## What you need to do
For the records below, give the number of lines that include the string "space". Nothing else belongs in the answer.

## Excerpts from a dataset
□ □ □

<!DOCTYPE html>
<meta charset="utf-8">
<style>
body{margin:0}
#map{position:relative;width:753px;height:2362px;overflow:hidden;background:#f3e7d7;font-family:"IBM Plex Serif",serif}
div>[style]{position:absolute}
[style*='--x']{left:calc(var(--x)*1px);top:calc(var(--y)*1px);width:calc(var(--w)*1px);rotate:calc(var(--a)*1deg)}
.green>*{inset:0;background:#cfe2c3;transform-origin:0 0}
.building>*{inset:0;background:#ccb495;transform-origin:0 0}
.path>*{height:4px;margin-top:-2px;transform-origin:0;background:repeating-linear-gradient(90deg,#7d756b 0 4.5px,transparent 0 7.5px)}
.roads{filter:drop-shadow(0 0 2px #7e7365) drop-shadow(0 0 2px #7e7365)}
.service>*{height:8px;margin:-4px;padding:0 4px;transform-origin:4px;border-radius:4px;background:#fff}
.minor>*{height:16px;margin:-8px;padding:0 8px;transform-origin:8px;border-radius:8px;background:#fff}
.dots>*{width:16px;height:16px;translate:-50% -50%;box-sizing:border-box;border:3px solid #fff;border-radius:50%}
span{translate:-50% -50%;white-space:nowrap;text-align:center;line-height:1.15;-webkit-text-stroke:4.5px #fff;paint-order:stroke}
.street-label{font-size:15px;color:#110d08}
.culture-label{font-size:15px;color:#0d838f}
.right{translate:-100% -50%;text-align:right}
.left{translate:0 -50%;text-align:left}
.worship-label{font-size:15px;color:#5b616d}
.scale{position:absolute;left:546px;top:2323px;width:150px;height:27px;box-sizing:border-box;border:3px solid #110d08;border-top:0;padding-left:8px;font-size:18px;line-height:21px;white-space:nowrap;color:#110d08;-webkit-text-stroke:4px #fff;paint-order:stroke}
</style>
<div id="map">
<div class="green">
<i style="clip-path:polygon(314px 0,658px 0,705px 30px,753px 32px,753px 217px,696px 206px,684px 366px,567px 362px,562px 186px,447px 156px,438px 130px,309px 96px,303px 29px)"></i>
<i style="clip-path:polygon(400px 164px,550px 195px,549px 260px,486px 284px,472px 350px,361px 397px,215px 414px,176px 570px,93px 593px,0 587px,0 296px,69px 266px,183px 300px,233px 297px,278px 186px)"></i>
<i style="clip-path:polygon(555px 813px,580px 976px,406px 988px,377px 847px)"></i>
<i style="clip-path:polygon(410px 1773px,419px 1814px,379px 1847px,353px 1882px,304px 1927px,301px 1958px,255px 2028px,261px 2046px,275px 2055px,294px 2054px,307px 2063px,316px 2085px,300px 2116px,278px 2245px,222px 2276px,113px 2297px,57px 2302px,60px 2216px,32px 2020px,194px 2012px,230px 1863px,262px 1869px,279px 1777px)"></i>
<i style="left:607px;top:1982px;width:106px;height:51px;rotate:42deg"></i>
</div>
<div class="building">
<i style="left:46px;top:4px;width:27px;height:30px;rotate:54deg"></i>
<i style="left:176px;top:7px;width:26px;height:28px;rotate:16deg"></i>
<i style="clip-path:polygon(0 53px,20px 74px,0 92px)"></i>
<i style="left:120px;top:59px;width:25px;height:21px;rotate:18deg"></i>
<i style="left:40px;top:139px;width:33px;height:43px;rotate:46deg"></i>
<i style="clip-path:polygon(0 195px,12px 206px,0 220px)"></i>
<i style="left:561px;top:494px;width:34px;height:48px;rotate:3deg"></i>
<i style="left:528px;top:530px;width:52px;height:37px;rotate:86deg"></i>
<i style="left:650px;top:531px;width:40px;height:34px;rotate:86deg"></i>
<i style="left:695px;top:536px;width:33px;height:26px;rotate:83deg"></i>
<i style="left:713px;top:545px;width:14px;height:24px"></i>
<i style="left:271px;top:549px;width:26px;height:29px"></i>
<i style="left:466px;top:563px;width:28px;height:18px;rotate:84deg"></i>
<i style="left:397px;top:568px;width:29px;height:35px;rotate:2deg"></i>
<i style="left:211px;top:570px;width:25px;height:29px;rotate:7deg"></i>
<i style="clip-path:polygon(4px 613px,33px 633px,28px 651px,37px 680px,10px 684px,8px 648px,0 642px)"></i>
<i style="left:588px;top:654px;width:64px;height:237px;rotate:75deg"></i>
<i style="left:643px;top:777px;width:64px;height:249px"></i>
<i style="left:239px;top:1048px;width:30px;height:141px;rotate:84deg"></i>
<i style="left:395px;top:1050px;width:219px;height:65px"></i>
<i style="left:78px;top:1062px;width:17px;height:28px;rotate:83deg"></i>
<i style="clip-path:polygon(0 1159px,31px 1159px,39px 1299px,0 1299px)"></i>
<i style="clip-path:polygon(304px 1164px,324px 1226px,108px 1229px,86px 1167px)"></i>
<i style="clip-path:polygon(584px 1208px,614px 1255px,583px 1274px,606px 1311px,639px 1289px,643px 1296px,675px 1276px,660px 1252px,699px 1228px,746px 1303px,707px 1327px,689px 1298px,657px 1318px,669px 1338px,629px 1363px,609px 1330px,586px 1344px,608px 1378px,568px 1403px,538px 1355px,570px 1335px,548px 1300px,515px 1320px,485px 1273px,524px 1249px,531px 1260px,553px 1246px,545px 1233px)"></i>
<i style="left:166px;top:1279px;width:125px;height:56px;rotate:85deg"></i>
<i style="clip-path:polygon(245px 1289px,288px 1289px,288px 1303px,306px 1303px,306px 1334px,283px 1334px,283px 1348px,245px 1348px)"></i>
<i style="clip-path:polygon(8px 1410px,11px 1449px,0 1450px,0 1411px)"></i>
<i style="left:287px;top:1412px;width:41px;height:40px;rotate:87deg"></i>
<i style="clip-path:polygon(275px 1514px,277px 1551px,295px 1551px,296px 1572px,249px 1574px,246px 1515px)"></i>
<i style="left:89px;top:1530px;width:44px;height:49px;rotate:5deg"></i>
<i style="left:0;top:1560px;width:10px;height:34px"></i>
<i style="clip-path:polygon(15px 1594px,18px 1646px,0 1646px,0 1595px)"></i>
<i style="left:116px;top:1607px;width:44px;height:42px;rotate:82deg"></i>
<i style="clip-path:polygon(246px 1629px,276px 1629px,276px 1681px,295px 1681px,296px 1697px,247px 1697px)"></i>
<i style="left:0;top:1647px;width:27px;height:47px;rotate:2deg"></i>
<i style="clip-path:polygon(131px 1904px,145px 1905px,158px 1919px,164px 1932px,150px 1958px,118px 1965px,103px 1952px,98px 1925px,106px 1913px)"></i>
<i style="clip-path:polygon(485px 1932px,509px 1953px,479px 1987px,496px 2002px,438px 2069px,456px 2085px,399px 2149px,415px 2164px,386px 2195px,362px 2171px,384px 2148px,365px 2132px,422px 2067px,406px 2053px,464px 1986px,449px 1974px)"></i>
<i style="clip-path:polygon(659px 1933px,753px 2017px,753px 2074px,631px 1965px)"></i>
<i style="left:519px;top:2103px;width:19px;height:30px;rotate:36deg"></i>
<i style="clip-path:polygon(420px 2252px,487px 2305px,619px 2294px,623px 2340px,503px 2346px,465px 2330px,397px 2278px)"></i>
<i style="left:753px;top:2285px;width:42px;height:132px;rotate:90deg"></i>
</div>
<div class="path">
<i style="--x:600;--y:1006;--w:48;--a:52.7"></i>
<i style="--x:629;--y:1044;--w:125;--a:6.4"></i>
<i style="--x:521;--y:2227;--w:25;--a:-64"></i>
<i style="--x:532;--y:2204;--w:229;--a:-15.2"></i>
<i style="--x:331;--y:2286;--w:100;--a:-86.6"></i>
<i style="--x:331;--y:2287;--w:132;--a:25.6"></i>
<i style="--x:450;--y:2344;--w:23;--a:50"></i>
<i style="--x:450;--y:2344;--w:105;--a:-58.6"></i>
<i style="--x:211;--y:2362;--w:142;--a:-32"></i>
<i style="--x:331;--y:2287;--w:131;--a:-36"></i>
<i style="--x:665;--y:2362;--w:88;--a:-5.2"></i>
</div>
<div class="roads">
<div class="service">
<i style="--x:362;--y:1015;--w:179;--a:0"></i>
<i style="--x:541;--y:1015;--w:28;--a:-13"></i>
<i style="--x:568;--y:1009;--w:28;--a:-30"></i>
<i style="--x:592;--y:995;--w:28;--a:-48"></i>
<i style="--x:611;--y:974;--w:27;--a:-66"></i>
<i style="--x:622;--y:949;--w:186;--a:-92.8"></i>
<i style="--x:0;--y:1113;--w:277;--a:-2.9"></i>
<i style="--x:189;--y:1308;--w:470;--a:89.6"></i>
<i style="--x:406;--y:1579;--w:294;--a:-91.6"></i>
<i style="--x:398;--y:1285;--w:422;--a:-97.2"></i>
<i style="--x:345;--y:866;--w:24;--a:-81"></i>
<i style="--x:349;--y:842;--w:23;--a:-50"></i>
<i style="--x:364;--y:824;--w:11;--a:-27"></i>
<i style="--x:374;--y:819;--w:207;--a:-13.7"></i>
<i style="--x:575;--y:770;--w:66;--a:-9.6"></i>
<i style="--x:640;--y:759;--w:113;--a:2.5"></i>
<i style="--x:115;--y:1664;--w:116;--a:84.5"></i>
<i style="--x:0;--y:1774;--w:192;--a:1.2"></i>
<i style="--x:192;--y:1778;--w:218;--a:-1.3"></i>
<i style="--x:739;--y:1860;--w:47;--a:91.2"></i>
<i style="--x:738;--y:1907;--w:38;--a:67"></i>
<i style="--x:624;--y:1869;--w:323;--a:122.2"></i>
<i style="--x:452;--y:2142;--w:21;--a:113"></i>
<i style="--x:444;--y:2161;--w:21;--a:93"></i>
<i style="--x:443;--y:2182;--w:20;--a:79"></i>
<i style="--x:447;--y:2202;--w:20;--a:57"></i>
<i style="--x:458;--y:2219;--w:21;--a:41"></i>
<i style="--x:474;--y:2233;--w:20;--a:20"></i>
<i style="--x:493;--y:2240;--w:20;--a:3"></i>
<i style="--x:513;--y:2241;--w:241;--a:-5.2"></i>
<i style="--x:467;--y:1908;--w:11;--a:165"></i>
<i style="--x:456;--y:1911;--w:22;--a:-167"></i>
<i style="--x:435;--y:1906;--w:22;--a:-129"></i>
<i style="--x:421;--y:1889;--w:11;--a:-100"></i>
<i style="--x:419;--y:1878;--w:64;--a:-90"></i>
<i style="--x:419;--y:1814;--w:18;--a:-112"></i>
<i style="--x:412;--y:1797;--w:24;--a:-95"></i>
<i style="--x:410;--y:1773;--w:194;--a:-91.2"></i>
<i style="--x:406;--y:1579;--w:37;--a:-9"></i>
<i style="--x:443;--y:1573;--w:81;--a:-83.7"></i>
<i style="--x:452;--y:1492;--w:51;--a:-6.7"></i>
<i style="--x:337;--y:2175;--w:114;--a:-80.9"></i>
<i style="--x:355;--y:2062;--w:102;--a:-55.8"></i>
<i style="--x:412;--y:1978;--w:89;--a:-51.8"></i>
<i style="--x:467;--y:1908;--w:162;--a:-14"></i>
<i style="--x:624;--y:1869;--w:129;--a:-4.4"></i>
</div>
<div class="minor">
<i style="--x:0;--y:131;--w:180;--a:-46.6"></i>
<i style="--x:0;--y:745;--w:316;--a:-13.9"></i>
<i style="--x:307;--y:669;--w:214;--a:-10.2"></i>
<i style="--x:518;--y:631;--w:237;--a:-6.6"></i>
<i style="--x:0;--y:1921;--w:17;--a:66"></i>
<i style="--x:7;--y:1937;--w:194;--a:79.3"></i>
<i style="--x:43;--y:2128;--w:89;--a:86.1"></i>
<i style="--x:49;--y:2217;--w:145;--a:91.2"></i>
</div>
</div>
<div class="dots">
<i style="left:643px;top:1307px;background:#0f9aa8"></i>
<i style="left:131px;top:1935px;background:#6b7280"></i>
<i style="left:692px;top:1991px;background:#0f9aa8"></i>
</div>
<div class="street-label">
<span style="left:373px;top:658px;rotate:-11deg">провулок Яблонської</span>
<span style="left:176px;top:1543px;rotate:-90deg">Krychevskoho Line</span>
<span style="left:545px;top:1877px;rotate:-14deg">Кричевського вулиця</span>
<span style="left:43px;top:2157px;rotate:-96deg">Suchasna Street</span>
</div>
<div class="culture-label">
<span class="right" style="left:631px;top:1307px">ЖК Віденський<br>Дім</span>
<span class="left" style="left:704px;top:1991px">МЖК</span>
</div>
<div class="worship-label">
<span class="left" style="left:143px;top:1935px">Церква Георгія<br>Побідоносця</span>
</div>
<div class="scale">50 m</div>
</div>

□ □ □

## Reply to the exercise
2